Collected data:
• • • •

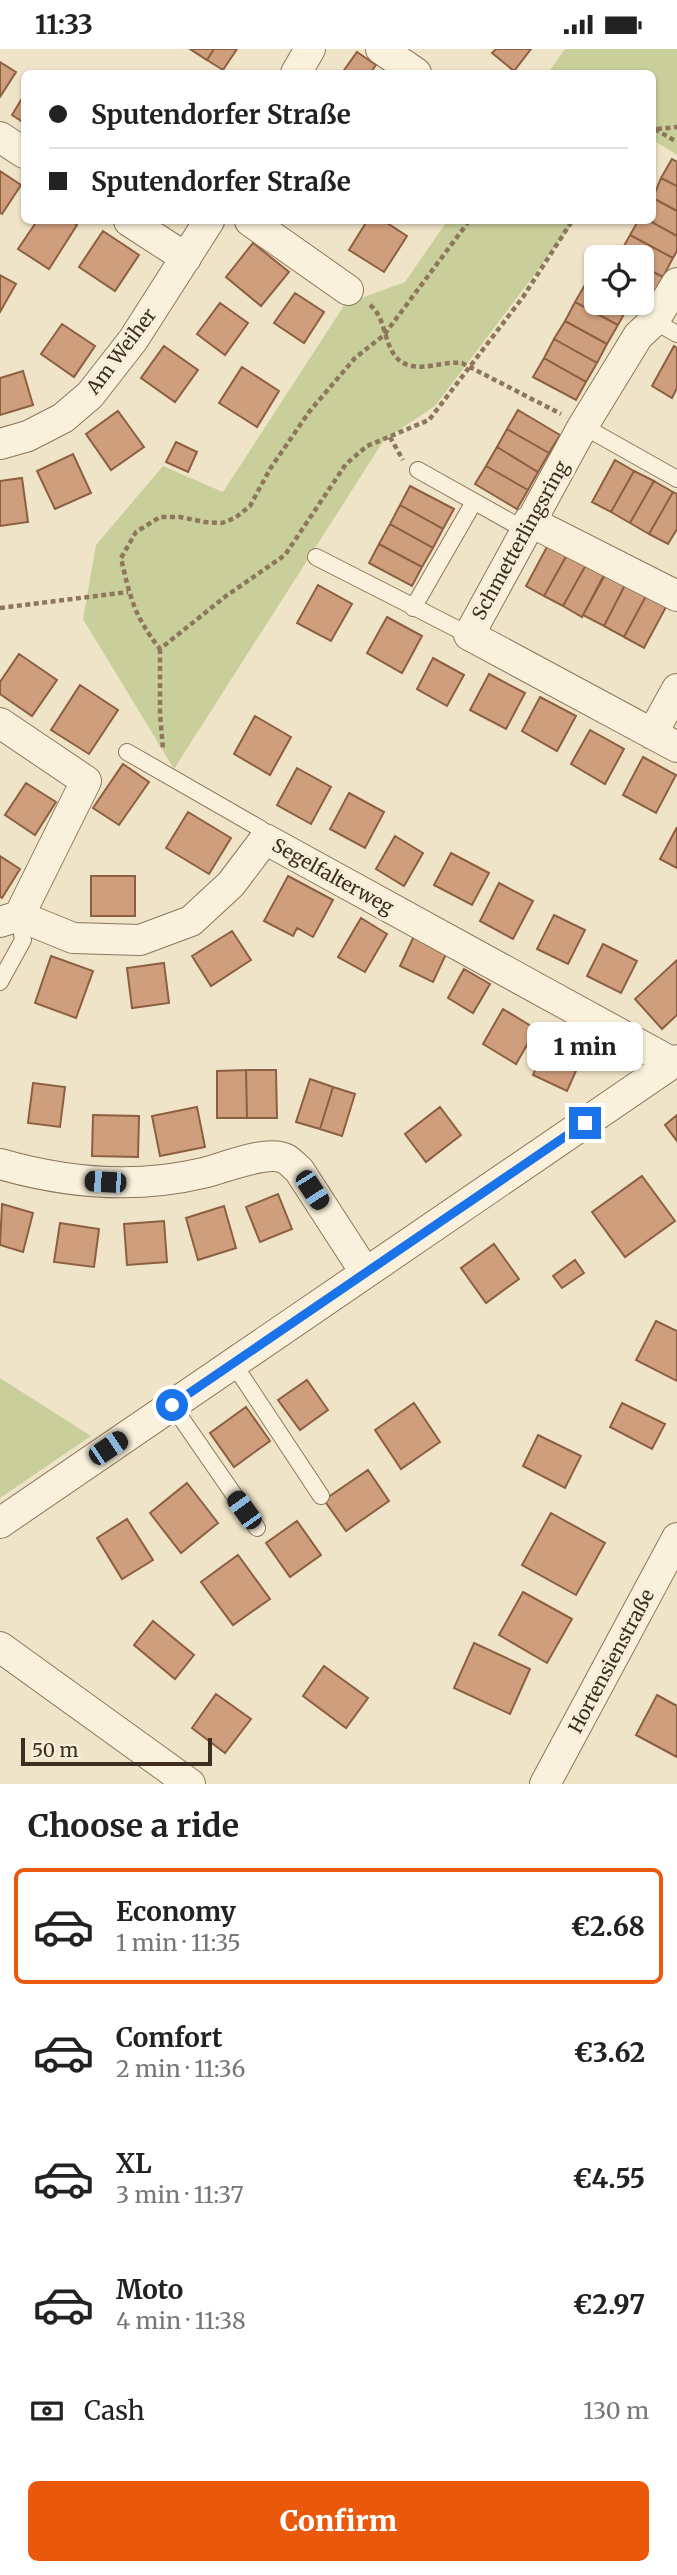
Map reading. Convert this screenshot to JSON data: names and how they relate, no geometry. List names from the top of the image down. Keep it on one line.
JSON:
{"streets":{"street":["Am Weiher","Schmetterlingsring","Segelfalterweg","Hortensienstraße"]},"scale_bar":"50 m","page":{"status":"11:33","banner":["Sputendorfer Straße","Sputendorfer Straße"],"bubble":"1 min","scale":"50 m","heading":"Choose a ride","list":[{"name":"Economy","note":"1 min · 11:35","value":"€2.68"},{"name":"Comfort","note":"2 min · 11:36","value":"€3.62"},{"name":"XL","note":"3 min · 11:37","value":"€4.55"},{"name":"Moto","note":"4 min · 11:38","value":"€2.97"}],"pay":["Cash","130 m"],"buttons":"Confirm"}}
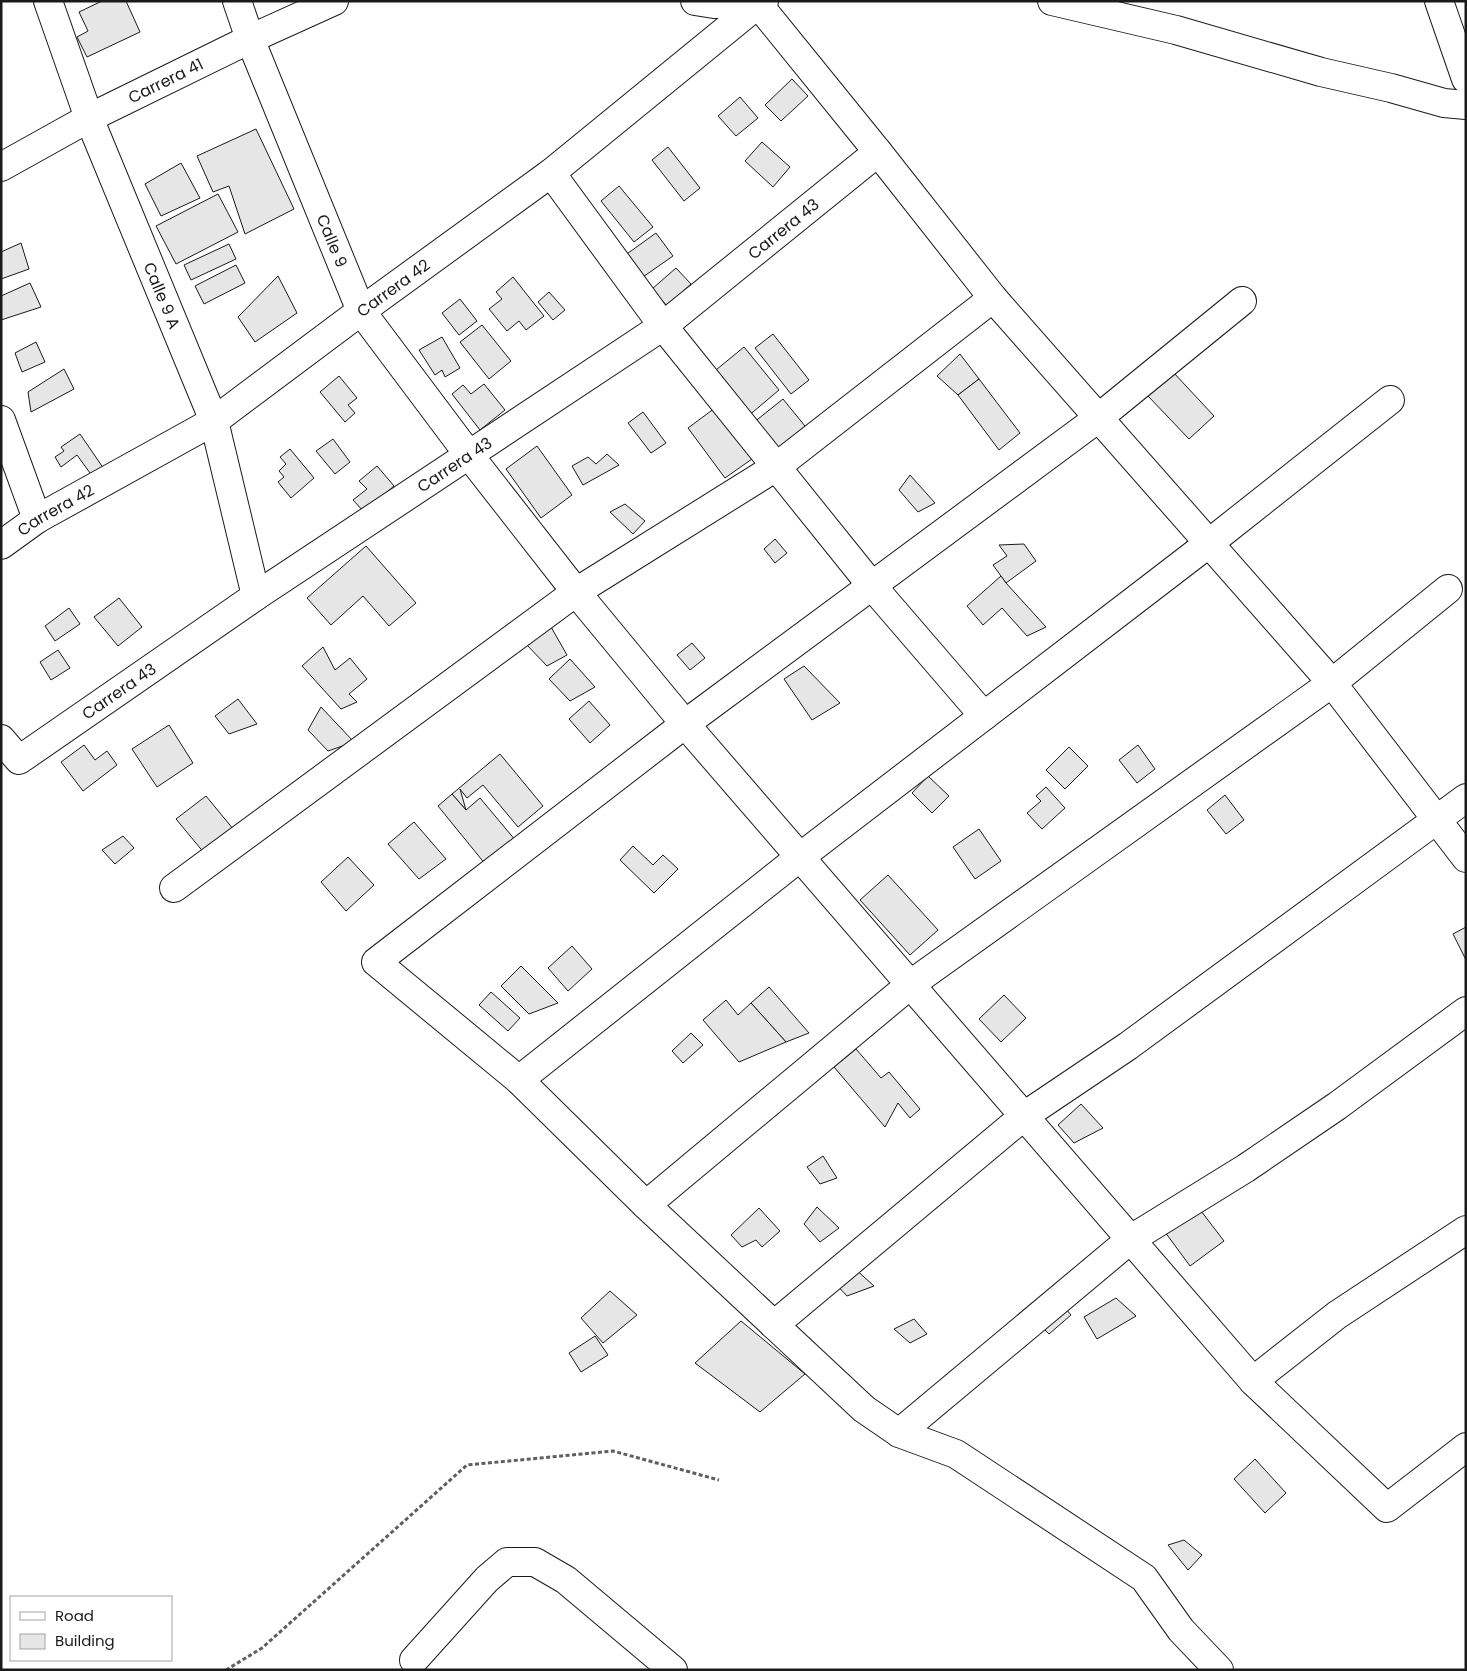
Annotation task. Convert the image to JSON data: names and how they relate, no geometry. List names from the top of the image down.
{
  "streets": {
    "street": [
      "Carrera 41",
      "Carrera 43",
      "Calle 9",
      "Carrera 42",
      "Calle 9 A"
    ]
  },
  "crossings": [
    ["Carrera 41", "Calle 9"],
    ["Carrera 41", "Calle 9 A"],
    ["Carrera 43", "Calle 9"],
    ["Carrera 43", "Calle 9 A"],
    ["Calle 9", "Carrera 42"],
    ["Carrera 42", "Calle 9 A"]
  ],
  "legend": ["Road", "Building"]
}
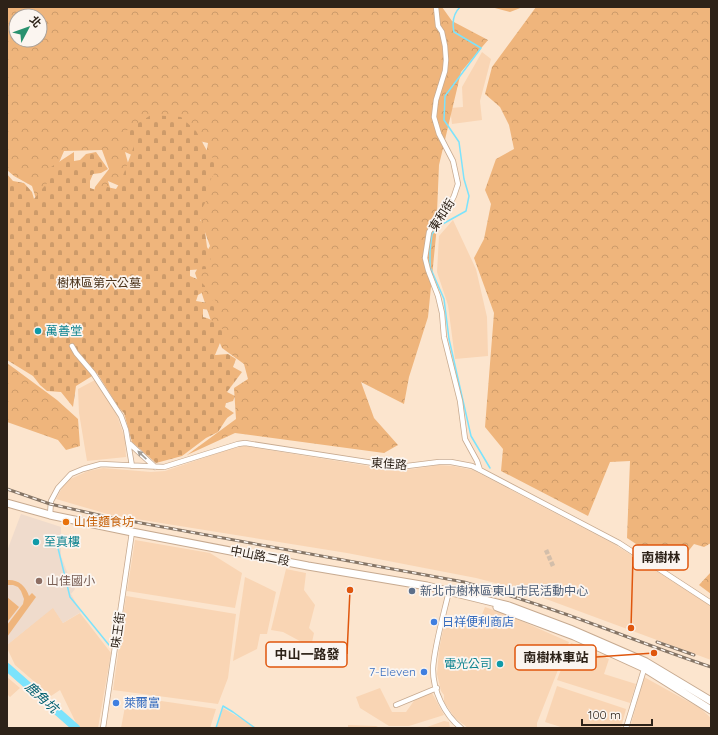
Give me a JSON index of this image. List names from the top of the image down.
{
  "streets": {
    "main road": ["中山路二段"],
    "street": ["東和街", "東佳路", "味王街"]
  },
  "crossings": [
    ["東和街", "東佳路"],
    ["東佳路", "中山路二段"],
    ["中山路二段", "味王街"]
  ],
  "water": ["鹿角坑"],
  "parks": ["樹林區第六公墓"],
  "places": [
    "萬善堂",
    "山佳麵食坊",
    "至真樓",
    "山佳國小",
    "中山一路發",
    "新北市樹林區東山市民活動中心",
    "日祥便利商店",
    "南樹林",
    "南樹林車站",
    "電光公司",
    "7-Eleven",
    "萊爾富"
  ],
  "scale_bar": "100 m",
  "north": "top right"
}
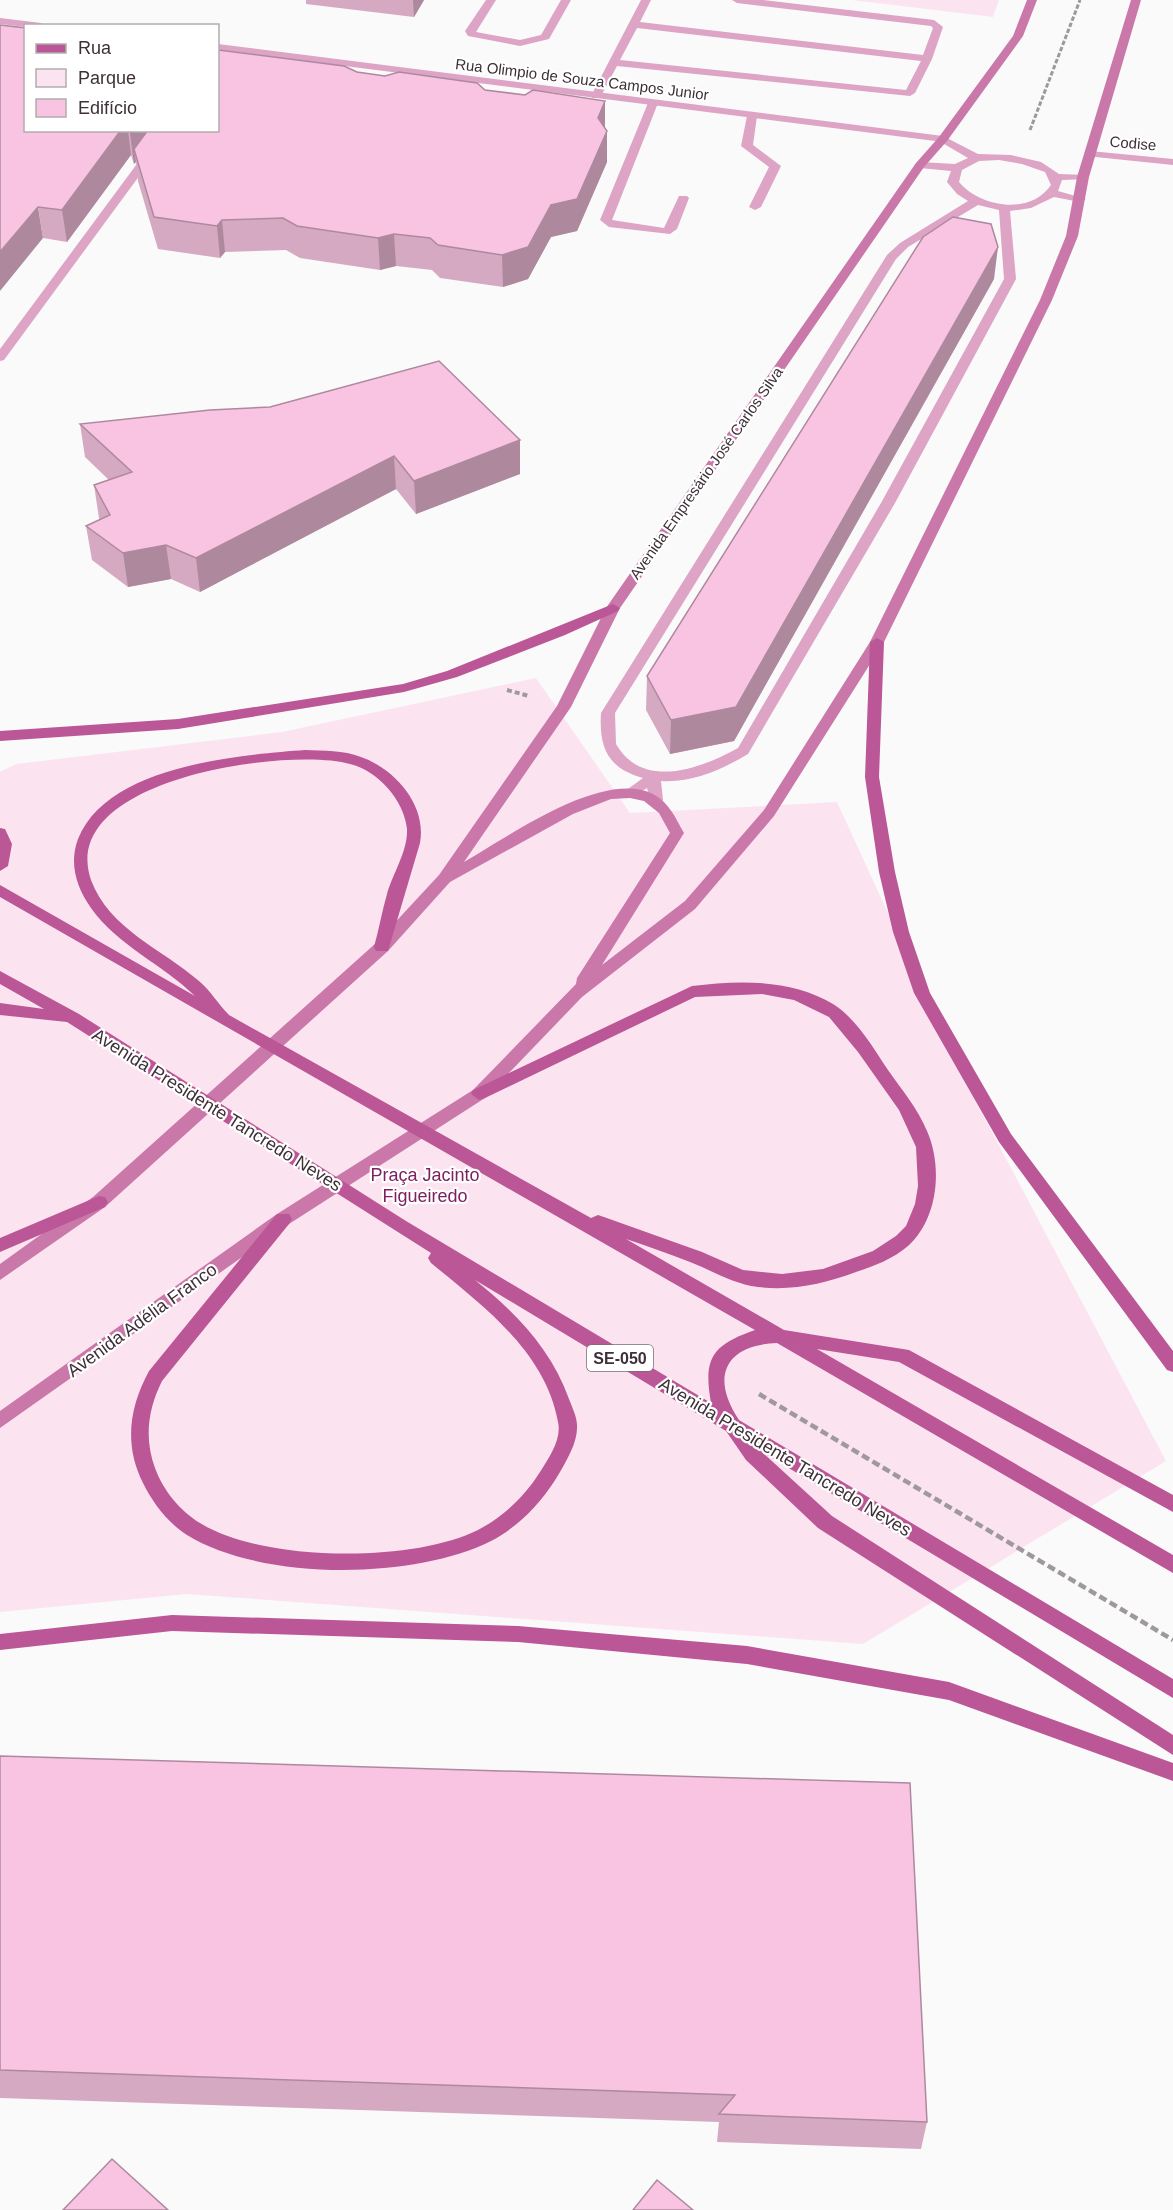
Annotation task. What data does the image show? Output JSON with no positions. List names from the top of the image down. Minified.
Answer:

• • • •

Beginning at the line with "Annotation task. Convert", reproduce word for word each line through the last line of the records. Include both ends but no pictures.

Annotation task. Convert the image to JSON data: names and how they relate, no geometry. List names from the top of the image down.
{
  "streets": {
    "street": [
      "Carrera 41",
      "Carrera 43",
      "Calle 9",
      "Carrera 42",
      "Calle 9 A"
    ]
  },
  "crossings": [
    ["Carrera 41", "Calle 9"],
    ["Carrera 41", "Calle 9 A"],
    ["Carrera 43", "Calle 9"],
    ["Carrera 43", "Calle 9 A"],
    ["Calle 9", "Carrera 42"],
    ["Carrera 42", "Calle 9 A"]
  ],
  "legend": ["Road", "Building"]
}
Give me a JSON index of this image. List names from the top of the image down.
{
  "streets": {
    "main road": ["中山路二段"],
    "street": ["東和街", "東佳路", "味王街"]
  },
  "crossings": [
    ["東和街", "東佳路"],
    ["東佳路", "中山路二段"],
    ["中山路二段", "味王街"]
  ],
  "water": ["鹿角坑"],
  "parks": ["樹林區第六公墓"],
  "places": [
    "萬善堂",
    "山佳麵食坊",
    "至真樓",
    "山佳國小",
    "中山一路發",
    "新北市樹林區東山市民活動中心",
    "日祥便利商店",
    "南樹林",
    "南樹林車站",
    "電光公司",
    "7-Eleven",
    "萊爾富"
  ],
  "scale_bar": "100 m",
  "north": "top right"
}
Annotation task. What data does the image show? Output JSON with no positions. List names from the top of the image down. Minified.
Answer:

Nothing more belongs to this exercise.